Tuesday, August 11, 2009

When It Rains... We Still Train!


Actually, it has been raining a bit more lately in Austin giving us a welcome break from the seasonally early and hot weather.  I for one am quite thankful for this.  Rain doesn't really affect my training much.  I ride or run indoors and use the time for either more specificity in my workouts or get my testing done to actually "plan" my workouts.  A win, win really.  

 This week I got to the track to get some testing done so I could try to dial in my running a bit more.  For the most part all of my running so far this year has been unstructured.   Some of this was by design, some of it wasn't.  At any rate I went to the track.   The thing about going to the track was I thought I was getting faster.  How I felt in my last race pointed to this but courses and conditions can easily change.  The only way to really know how fast you are running in my opinion is to go to the track.  That's what they are made for.  And that's probably why I hadn't stepped on one in over a year.  But I digress.  

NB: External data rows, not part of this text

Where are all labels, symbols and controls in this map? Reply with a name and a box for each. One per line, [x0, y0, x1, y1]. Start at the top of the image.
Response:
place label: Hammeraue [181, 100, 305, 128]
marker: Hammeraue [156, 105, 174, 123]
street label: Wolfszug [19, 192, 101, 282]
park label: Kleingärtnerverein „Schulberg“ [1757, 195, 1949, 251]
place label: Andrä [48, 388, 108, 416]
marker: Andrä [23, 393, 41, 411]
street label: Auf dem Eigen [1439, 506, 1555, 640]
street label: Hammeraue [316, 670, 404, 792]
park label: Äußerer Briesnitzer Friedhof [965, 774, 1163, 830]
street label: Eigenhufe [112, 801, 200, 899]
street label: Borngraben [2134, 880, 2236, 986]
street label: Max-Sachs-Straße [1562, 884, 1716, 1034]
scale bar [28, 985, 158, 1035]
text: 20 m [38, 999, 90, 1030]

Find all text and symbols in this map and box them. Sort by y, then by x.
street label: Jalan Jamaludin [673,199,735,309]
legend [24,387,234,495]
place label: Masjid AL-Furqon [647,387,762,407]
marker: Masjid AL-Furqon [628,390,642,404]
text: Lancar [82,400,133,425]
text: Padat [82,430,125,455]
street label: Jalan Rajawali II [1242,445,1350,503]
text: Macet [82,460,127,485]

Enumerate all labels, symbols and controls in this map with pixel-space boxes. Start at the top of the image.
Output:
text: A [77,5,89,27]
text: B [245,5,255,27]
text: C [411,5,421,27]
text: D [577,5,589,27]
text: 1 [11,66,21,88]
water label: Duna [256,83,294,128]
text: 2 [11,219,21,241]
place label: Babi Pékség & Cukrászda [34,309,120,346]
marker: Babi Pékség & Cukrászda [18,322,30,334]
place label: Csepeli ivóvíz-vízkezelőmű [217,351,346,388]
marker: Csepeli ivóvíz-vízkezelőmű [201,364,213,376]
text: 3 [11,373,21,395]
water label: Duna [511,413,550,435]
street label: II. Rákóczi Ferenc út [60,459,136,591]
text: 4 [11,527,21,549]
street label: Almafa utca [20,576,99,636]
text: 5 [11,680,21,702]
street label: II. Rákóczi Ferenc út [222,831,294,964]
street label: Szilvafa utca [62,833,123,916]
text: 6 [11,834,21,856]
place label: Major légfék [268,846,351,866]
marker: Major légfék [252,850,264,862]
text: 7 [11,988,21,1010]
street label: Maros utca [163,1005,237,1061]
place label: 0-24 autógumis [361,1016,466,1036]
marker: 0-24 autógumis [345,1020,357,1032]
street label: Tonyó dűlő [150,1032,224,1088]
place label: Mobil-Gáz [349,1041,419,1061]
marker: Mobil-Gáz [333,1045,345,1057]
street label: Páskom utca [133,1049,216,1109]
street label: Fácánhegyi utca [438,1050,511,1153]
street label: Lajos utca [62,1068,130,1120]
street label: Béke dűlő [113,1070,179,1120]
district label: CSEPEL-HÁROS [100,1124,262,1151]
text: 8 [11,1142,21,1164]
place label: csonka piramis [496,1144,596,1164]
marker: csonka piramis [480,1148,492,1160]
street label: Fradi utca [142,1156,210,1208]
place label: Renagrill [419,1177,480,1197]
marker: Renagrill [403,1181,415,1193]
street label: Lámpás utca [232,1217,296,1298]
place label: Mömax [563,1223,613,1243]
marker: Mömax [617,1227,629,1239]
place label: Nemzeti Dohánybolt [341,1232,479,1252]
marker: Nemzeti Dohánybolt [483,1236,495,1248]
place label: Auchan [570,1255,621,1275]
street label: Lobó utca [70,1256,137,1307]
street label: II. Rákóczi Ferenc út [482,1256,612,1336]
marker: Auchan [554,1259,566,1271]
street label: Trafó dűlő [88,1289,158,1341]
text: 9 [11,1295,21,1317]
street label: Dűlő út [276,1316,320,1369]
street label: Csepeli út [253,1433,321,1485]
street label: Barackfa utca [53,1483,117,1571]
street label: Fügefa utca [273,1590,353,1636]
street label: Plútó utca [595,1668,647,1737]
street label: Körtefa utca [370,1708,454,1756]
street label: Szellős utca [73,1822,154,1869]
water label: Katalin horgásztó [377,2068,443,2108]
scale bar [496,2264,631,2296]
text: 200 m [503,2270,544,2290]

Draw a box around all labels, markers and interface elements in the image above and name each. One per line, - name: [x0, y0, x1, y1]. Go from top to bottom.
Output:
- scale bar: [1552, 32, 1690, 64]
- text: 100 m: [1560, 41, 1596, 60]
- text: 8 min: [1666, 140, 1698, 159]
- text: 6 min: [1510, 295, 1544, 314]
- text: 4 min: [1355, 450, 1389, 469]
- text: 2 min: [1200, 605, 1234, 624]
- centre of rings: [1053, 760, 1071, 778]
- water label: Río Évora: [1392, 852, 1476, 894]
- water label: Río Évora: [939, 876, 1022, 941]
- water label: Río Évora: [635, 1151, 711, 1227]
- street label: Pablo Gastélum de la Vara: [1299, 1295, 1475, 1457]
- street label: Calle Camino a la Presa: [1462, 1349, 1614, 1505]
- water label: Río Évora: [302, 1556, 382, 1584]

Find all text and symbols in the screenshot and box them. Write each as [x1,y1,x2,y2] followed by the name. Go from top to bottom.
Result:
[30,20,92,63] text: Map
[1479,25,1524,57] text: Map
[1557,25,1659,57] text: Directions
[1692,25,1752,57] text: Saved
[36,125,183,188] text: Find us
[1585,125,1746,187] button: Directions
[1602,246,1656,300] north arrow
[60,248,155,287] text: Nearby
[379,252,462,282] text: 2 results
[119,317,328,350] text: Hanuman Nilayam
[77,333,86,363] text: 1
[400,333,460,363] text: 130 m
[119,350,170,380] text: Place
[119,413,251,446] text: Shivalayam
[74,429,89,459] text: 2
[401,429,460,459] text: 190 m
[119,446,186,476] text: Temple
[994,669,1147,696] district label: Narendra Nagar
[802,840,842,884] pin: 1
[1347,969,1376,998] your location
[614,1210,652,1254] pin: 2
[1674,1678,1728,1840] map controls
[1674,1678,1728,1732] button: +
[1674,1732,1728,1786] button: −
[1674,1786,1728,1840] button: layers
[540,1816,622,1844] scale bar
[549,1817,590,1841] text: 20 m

 The workout was simple.  Warm up with some plyometric work, then get things going with 8 400 meter intervals.  Next would be the 1 mile time trial that I would be basing my steady state work on for the next block of training.  This would be capped off with a 1.5 mile run to a flight of stairs.  At the stairs there would be 15 min solid of stair running followed by a 1.5 mile "jog" back to the track for a 1 mile barefoot cooldown.  The whole workout was slated for about an hour and 30 minutes.  I clocked in at about 1:27 (1 hour 27 min).  

 

The intervals went well and looked like this: 

 1:21 HR 156

1:21 HR 158

1:23 HR 160

1:23 HR 160

1:19 HR 162

1:19 HR 162

1:17 HR 164

1:16 HR 166

The mile TT was done in 6:22.9 with splits of:

1:35 HR 155

1:36 HR 160

1:36 HR 163

1:35 HR 163

 

For some reason (basically my endurance sucks) I've always found intervals much easier than steady state work.  But that's why we train weaknesses.  And why I’m going to work on this now.  But I also find this type of work gives me a more fine tuned sense of pace which helps when it comes to measuring out efforts for longer distances.  What I will do is take the time of 6:23 and add 1:15 to it and this will be my threshold for steady state track work for the next 3 weeks until my next test.  Each mile of the workout will be done at between 7:28 to 7:30 pace per mile.  This means each lap on the track will be done at about 1:52 per 403m.   My goal here isn’t to get “faster”.  It is to build endurance for longer events maintaining an even, efficient pace.  I’ll start out with 3miles and work up from there eventually getting up to 10 miles on the track or 40 laps.  I’ll know I’m doing what I’ve planned when each 400m lap is almost identical.  And that is both the beauty and the challenge in this type of work but over time my body should run this pace no matter what and for as long as necessary if properly fueled.